* Stored data
- - - - -

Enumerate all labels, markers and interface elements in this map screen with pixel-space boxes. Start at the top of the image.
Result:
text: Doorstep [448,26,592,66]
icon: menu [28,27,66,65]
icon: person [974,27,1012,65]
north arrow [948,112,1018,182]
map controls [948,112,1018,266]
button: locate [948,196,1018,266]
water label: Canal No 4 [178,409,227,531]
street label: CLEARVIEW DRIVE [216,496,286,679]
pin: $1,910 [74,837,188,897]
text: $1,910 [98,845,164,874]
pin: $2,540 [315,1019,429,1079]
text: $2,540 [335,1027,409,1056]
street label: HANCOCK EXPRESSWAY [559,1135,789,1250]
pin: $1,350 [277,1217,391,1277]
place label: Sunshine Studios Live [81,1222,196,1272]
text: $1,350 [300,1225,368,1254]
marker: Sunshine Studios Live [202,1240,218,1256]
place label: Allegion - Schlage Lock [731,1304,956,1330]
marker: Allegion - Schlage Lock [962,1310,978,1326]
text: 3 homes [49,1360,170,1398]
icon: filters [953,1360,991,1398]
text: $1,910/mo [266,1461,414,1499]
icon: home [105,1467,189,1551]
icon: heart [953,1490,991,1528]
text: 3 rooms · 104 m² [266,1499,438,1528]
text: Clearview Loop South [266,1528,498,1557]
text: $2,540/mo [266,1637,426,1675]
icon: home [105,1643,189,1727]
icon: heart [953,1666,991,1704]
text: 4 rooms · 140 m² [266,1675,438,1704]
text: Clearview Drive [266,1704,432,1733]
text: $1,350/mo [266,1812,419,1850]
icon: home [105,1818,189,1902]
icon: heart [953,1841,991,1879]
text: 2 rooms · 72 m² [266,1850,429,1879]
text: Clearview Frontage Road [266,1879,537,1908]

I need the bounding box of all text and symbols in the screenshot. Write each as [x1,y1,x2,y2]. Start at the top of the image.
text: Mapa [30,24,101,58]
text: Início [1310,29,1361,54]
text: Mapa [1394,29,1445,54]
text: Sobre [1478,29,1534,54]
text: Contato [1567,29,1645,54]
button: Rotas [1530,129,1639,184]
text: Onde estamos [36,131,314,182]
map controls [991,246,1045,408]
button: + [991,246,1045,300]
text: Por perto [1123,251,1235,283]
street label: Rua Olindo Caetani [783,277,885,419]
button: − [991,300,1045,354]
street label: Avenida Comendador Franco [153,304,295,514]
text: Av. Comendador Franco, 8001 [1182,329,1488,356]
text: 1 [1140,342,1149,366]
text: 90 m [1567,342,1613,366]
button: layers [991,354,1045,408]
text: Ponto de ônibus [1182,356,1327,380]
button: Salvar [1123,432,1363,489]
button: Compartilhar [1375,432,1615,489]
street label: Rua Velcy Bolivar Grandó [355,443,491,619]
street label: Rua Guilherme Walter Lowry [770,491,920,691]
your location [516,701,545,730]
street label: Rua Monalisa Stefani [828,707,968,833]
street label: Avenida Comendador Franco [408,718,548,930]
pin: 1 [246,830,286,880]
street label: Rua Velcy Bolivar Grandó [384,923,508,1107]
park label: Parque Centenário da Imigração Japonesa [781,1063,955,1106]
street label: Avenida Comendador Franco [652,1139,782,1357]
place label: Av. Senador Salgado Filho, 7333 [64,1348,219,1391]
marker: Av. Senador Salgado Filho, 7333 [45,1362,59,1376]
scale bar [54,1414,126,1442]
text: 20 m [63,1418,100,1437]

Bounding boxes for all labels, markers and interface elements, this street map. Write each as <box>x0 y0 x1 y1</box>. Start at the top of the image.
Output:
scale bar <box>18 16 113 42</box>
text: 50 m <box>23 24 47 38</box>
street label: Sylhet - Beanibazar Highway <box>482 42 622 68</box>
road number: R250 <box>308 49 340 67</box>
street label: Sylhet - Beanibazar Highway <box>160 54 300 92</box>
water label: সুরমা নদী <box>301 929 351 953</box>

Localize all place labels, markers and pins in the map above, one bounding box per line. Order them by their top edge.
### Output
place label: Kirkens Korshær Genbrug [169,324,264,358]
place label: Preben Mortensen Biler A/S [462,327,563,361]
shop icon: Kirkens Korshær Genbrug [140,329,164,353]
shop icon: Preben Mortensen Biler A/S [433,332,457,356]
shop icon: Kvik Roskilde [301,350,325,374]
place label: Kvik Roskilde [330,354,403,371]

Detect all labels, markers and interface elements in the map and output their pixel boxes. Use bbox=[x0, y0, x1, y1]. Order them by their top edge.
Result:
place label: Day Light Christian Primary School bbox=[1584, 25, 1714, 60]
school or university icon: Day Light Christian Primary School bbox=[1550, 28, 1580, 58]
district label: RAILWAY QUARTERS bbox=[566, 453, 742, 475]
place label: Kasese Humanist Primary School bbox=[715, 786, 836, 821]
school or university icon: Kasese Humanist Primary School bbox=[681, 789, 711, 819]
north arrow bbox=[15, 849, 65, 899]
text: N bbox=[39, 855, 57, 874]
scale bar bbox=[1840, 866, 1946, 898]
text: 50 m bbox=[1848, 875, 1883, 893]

- - - - -

Your task is to reproduce exactly the lines that begin with the one containing "Localize all place" and continue to the end of the data, both ends included.

Localize all place labels, markers and pins in the map above, one bounding box per line. Order them by their top edge.
### Output
place label: Kirkens Korshær Genbrug [169,324,264,358]
place label: Preben Mortensen Biler A/S [462,327,563,361]
shop icon: Kirkens Korshær Genbrug [140,329,164,353]
shop icon: Preben Mortensen Biler A/S [433,332,457,356]
shop icon: Kvik Roskilde [301,350,325,374]
place label: Kvik Roskilde [330,354,403,371]

Detect all labels, markers and interface elements in the map and output their pixel boxes. Use bbox=[x0, y0, x1, y1]. Order them by their top edge.
Result:
place label: Day Light Christian Primary School bbox=[1584, 25, 1714, 60]
school or university icon: Day Light Christian Primary School bbox=[1550, 28, 1580, 58]
district label: RAILWAY QUARTERS bbox=[566, 453, 742, 475]
place label: Kasese Humanist Primary School bbox=[715, 786, 836, 821]
school or university icon: Kasese Humanist Primary School bbox=[681, 789, 711, 819]
north arrow bbox=[15, 849, 65, 899]
text: N bbox=[39, 855, 57, 874]
scale bar bbox=[1840, 866, 1946, 898]
text: 50 m bbox=[1848, 875, 1883, 893]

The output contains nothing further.